[Exercise directions]: Only the lines holding the word "above" are wanted; copy each of them from the listing.
----- Data excerpts -----
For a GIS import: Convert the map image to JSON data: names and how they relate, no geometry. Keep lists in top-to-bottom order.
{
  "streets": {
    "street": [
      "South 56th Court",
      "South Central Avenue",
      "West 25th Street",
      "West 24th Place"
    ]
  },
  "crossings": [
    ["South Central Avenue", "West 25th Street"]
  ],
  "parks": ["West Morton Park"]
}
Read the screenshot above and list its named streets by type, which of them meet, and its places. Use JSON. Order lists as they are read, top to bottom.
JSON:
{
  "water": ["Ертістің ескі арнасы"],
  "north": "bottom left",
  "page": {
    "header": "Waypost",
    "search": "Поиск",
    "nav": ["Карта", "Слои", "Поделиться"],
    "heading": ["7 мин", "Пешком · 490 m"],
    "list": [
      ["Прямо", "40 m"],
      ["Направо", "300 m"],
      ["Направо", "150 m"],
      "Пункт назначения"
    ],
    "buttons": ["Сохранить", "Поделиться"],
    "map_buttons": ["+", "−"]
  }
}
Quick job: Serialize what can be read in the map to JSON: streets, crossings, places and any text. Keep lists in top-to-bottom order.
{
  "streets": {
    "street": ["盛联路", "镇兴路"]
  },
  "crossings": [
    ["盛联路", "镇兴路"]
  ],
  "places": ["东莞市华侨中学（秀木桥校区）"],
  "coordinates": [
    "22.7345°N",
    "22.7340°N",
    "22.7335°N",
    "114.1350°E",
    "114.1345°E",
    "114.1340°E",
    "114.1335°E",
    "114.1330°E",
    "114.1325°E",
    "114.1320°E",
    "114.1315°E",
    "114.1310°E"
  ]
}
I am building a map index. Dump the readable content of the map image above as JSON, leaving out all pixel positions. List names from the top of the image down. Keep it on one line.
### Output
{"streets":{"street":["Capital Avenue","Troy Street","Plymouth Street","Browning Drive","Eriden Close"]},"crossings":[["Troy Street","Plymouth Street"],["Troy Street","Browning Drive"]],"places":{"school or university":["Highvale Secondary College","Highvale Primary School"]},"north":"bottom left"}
-----
[Task answer]:
Read the screenshot above and list its named streets by type, which of them meet, and its places. Use JSON. Order lists as they are read, top to bottom.
I am building a map index. Dump the readable content of the map image above as JSON, leaving out all pixel positions. List names from the top of the image down. Keep it on one line.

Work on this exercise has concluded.